PROVIDED MATERIAL:
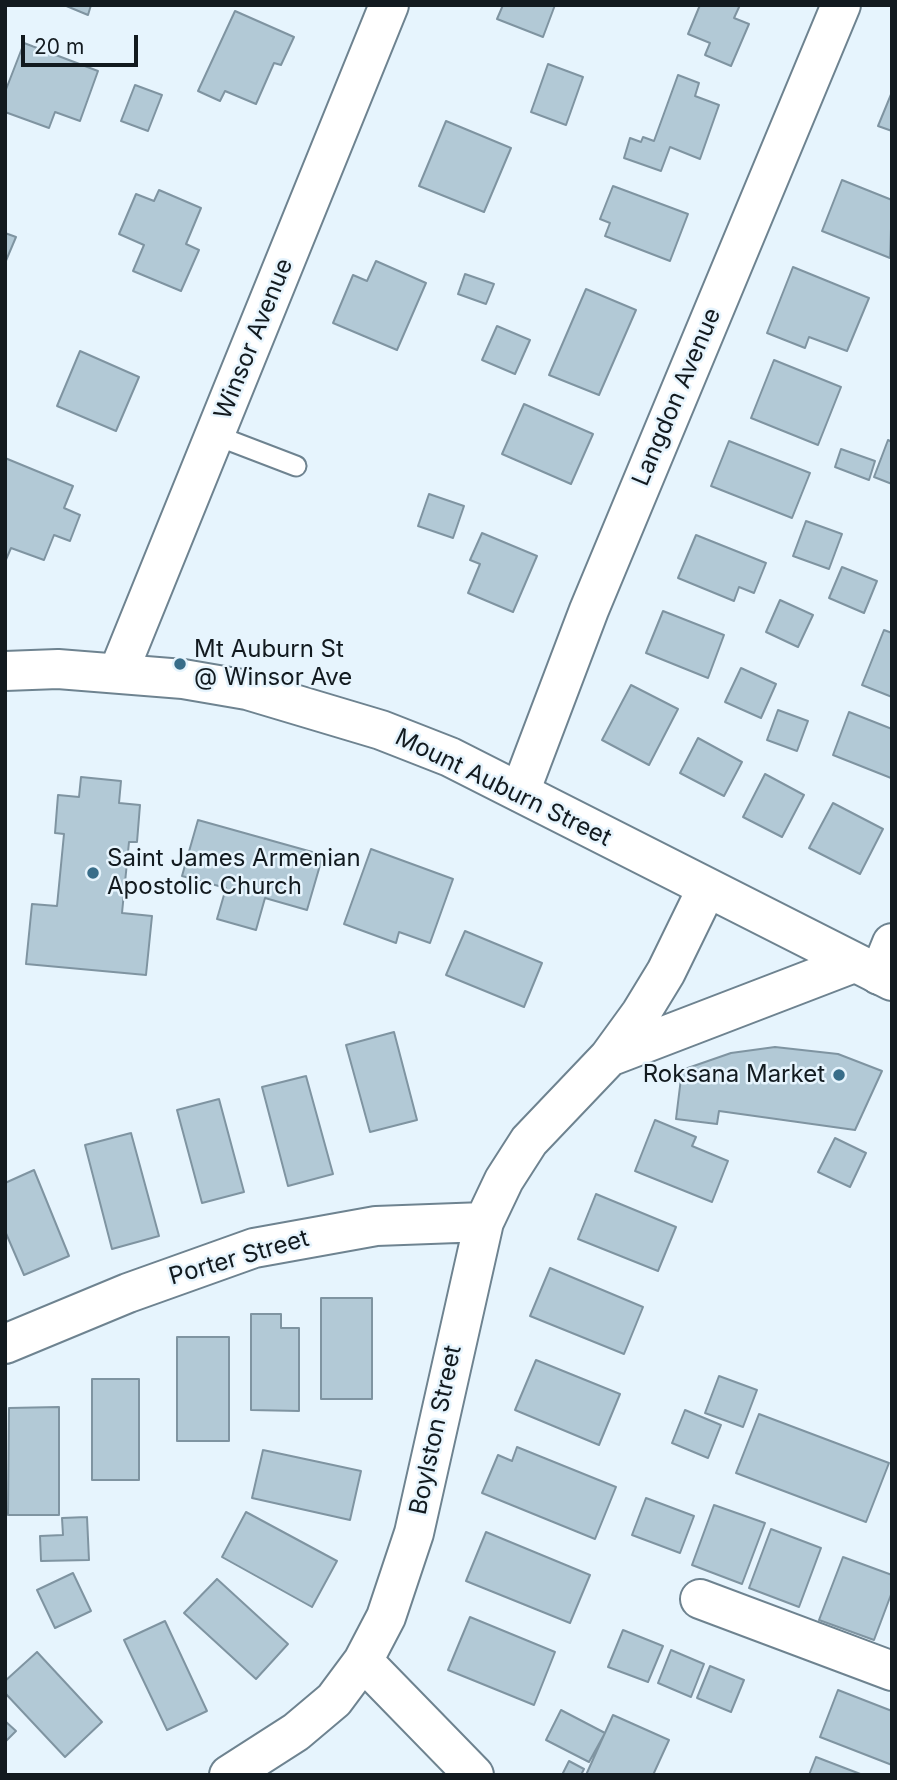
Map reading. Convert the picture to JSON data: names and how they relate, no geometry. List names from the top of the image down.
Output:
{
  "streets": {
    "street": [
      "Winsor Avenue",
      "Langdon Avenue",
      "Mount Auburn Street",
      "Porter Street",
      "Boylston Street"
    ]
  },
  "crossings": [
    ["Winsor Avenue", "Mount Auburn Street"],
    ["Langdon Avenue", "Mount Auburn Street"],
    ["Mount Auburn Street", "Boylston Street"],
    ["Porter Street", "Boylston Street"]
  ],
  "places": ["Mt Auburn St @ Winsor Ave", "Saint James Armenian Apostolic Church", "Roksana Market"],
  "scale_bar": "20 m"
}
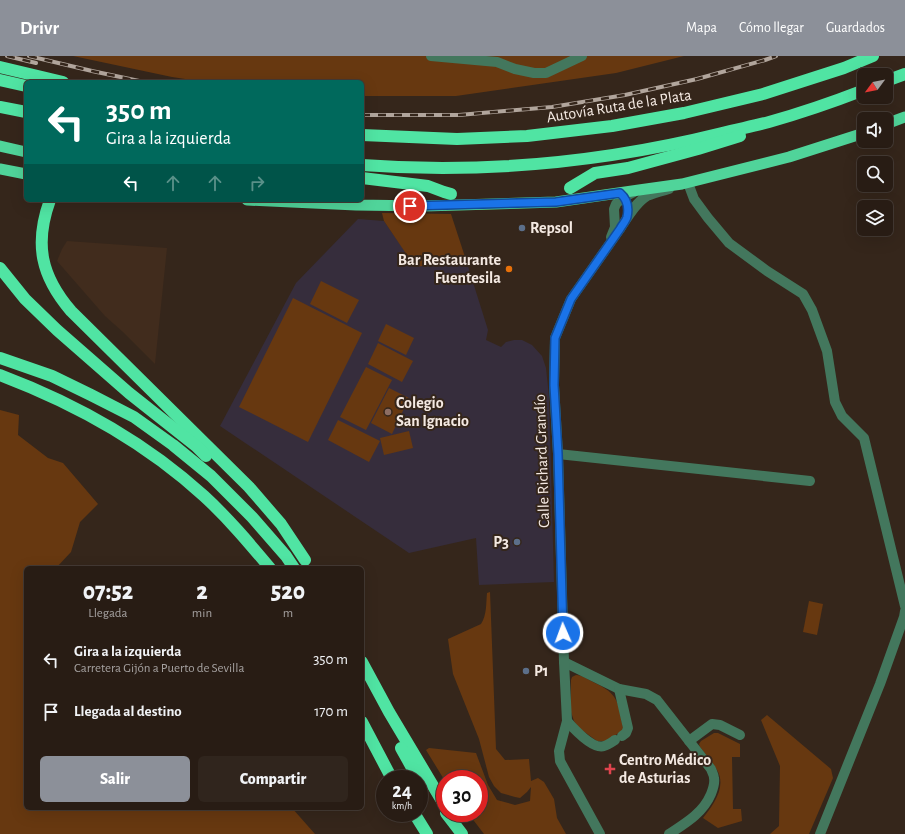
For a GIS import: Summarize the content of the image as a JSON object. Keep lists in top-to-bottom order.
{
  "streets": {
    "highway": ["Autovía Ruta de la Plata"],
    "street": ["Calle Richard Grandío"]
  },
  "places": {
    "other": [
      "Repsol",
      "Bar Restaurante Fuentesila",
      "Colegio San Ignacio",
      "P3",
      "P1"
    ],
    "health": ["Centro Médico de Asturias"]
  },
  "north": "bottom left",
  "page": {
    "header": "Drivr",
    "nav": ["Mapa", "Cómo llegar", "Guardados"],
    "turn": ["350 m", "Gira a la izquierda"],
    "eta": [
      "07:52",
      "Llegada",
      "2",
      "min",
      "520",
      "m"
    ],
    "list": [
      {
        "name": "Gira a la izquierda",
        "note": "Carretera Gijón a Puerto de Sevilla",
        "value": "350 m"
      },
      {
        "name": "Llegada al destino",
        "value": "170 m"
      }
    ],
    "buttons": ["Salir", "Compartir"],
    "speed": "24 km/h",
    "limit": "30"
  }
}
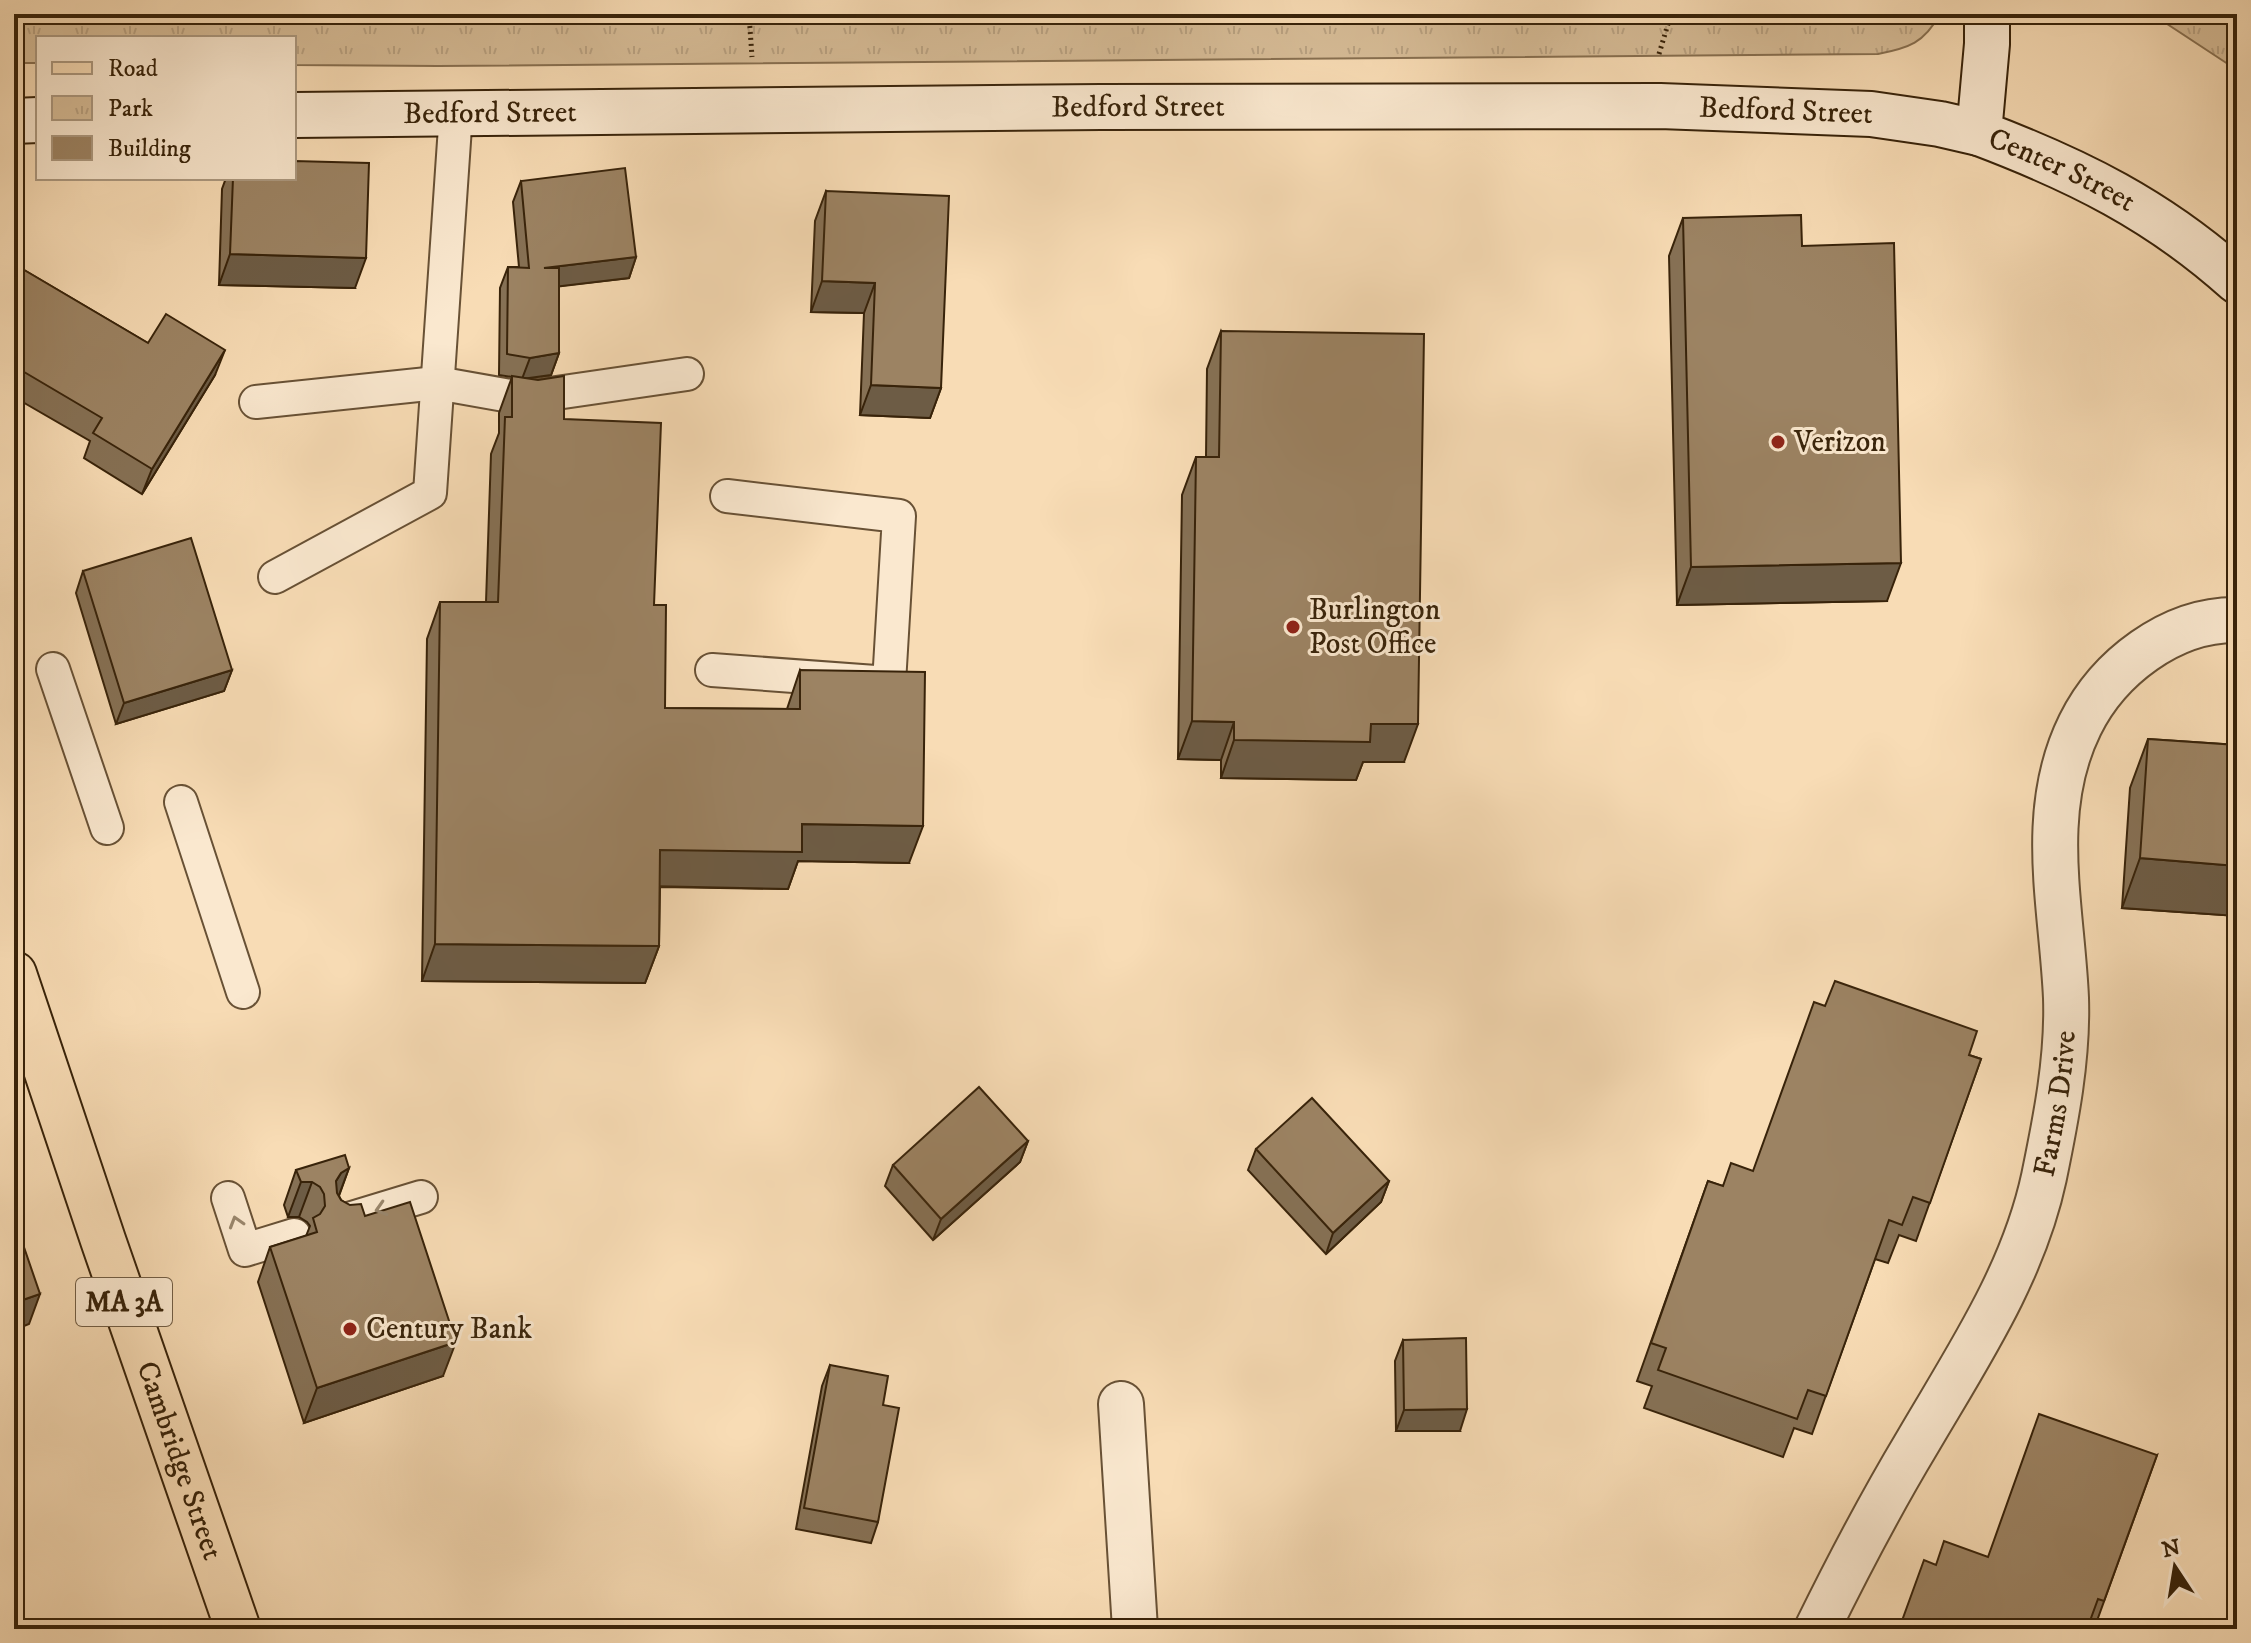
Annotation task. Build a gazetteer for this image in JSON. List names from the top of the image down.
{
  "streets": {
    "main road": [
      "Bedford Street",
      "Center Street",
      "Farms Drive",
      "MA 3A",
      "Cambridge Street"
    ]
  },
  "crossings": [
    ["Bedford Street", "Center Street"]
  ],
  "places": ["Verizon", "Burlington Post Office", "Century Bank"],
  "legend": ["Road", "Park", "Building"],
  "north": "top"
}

TASK OBJECTIVE:
Return only this span, exactly: the line that contains "Annotation task. Build" and all lines after it to the end of the records.

RESPONSE TO THIS TASK:
Annotation task. Build a gazetteer for this image in JSON. List names from the top of the image down.
{
  "streets": {
    "main road": [
      "Bedford Street",
      "Center Street",
      "Farms Drive",
      "MA 3A",
      "Cambridge Street"
    ]
  },
  "crossings": [
    ["Bedford Street", "Center Street"]
  ],
  "places": ["Verizon", "Burlington Post Office", "Century Bank"],
  "legend": ["Road", "Park", "Building"],
  "north": "top"
}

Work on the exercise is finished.